> Exercise: Search the records for the word "data" and copy every line in which it occurs.

*** Opening of Records shown ***

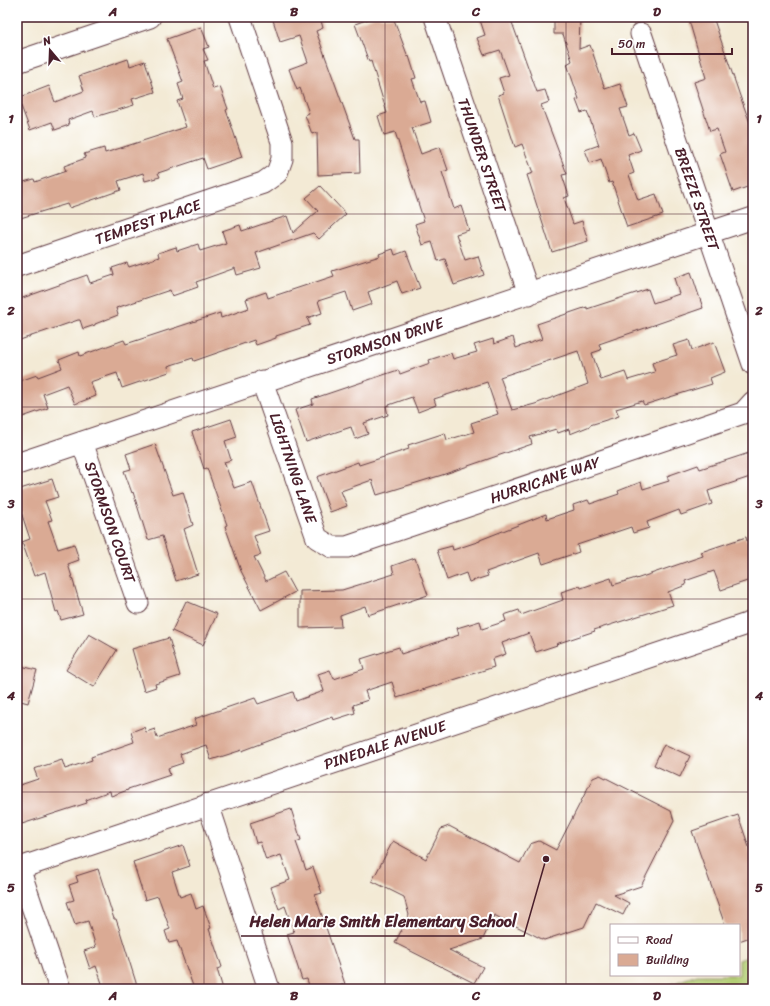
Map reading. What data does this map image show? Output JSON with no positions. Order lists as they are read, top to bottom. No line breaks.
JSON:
{"streets":{"street":["THUNDER STREET","BREEZE STREET","TEMPEST PLACE","STORMSON DRIVE","LIGHTNING LANE","HURRICANE WAY","STORMSON COURT","PINEDALE AVENUE"]},"crossings":[["THUNDER STREET","STORMSON DRIVE"],["BREEZE STREET","STORMSON DRIVE"],["STORMSON DRIVE","LIGHTNING LANE"],["STORMSON DRIVE","STORMSON COURT"],["LIGHTNING LANE","HURRICANE WAY"]],"places":["Helen Marie Smith Elementary School"],"legend":["Road","Building"],"scale_bar":"50 m","north":"top","grid":{"columns":["A","B","C","D"],"rows":["1","2","3","4","5"]}}
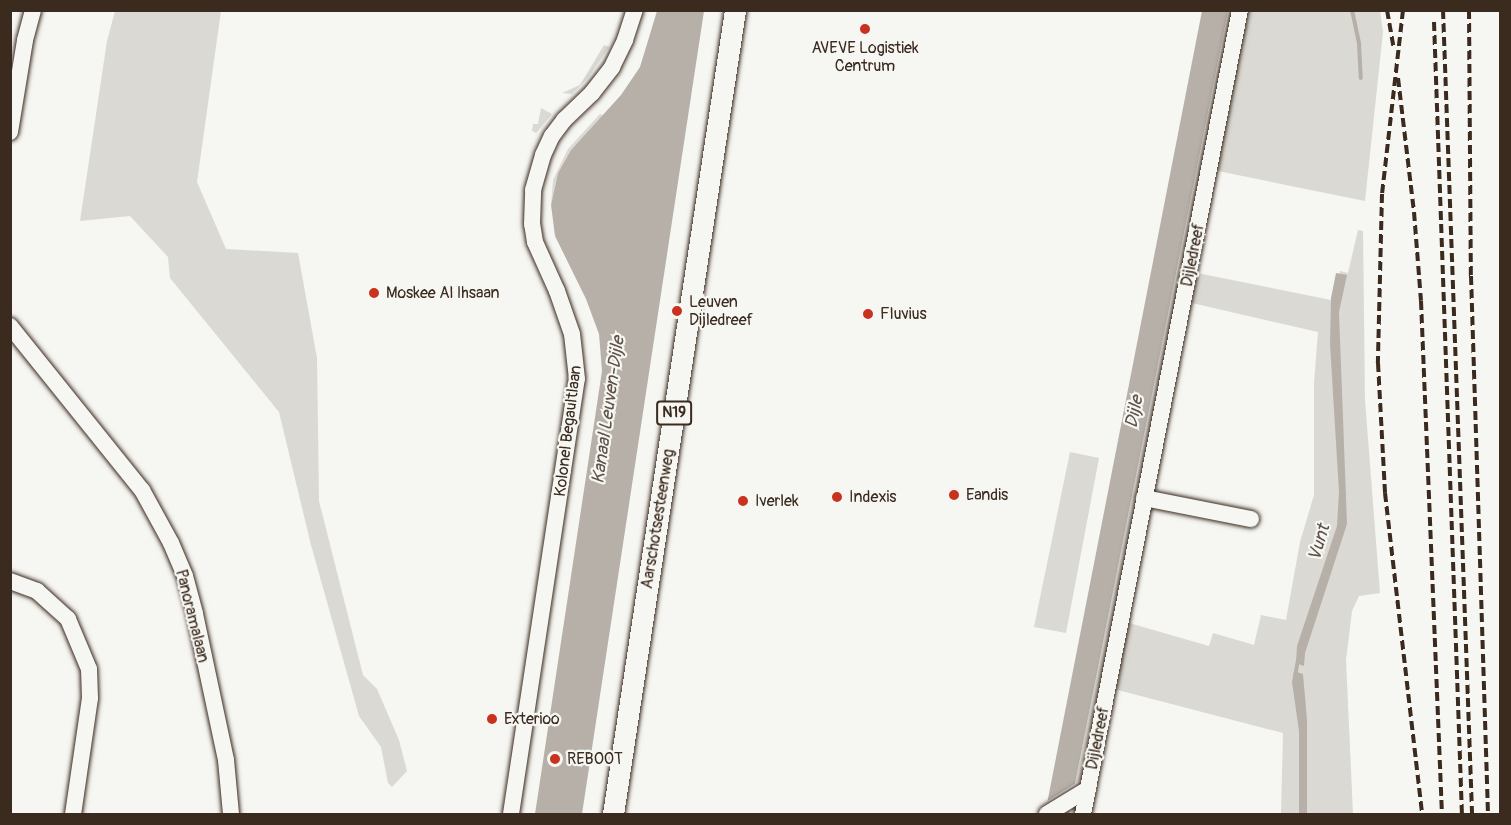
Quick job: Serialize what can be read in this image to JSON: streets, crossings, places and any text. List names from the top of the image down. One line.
{"streets":{"main road":["N19","Aarschotsesteenweg"],"street":["Dijledreef","Kolonel Begaultlaan","Panoramalaan"]},"water":["Kanaal Leuven-Dijle","Dijle","Vunt"],"places":["AVEVE Logistiek Centrum","Moskee Al Ihsaan","Leuven Dijledreef","Fluvius","Eandis","Indexis","Iverlek","Exterioo","REBOOT"]}
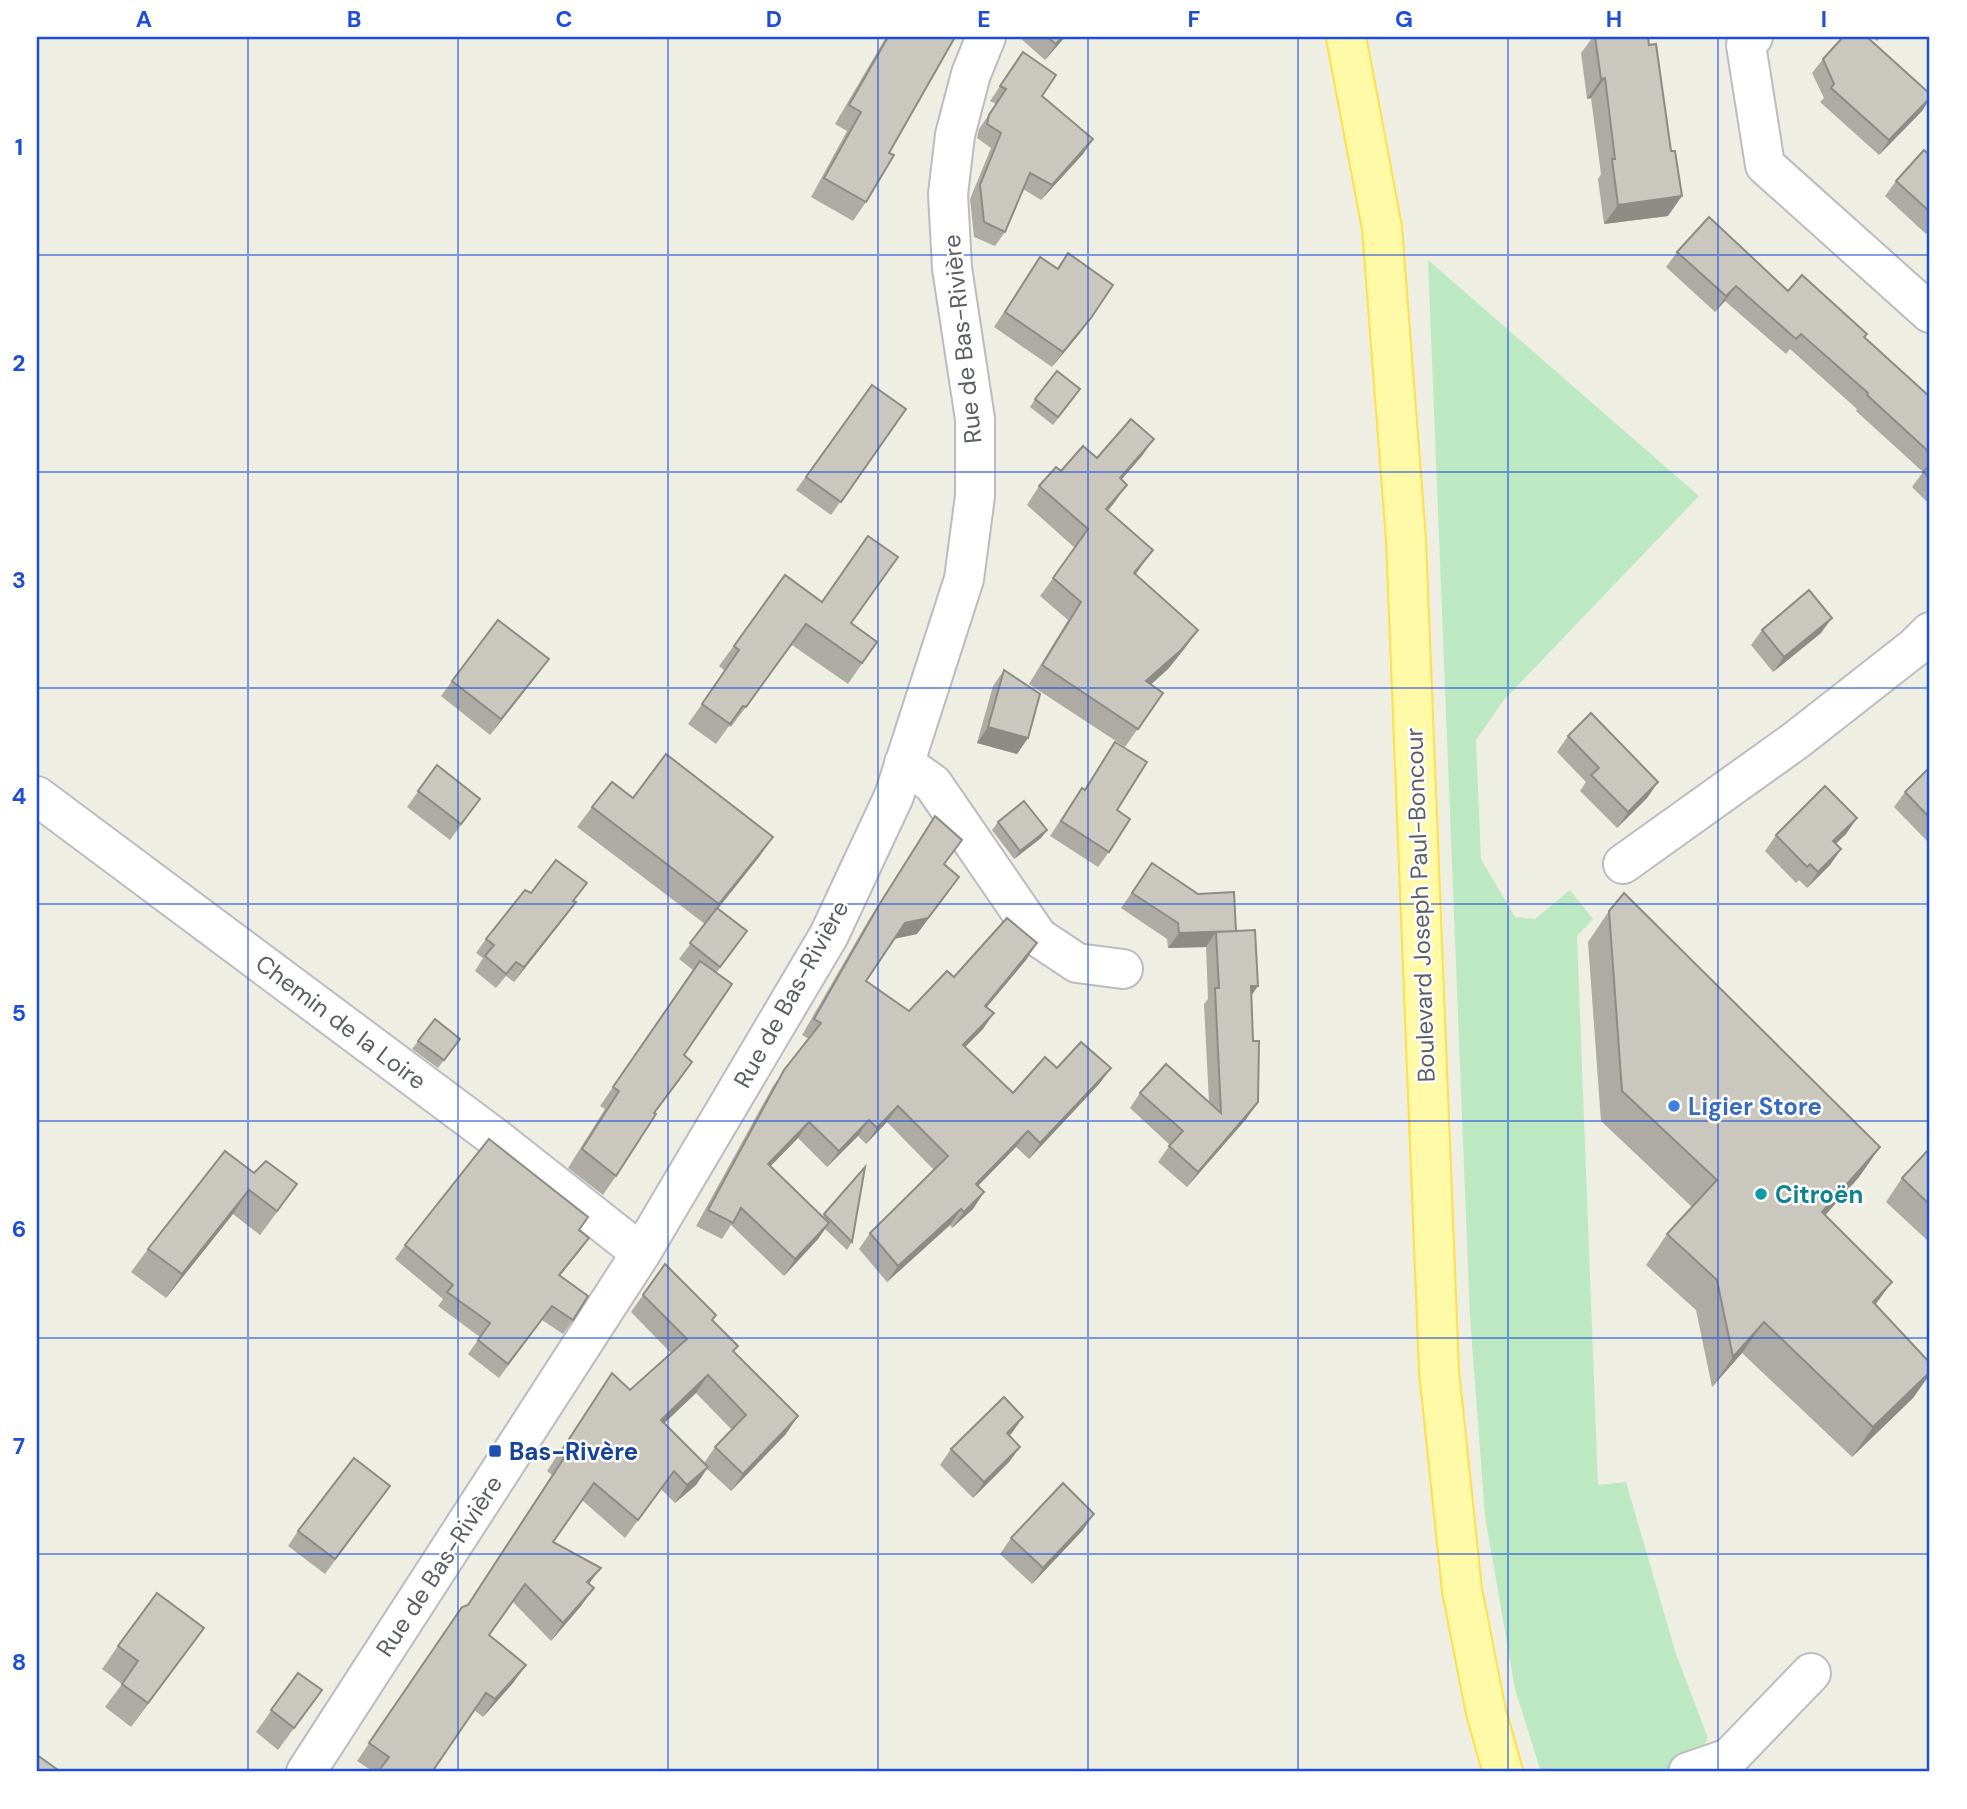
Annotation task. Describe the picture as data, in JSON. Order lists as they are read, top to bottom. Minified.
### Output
{"streets":{"main road":["Boulevard Joseph Paul-Boncour"],"street":["Rue de Bas-Rivière","Chemin de la Loire"]},"crossings":[["Rue de Bas-Rivière","Chemin de la Loire"]],"places":{"other":["Ligier Store","Citroën"],"transit":["Bas-Rivère"]},"grid":{"columns":["A","B","C","D","E","F","G","H","I"],"rows":["1","2","3","4","5","6","7","8"]}}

*** Close of Records shown ***

> Your response:
Map reading. What data does this map image show? Output JSON with no positions. Order lists as they are read, top to bottom. No line breaks.
Annotation task. Describe the picture as data, in JSON. Order lists as they are read, top to bottom. Minified.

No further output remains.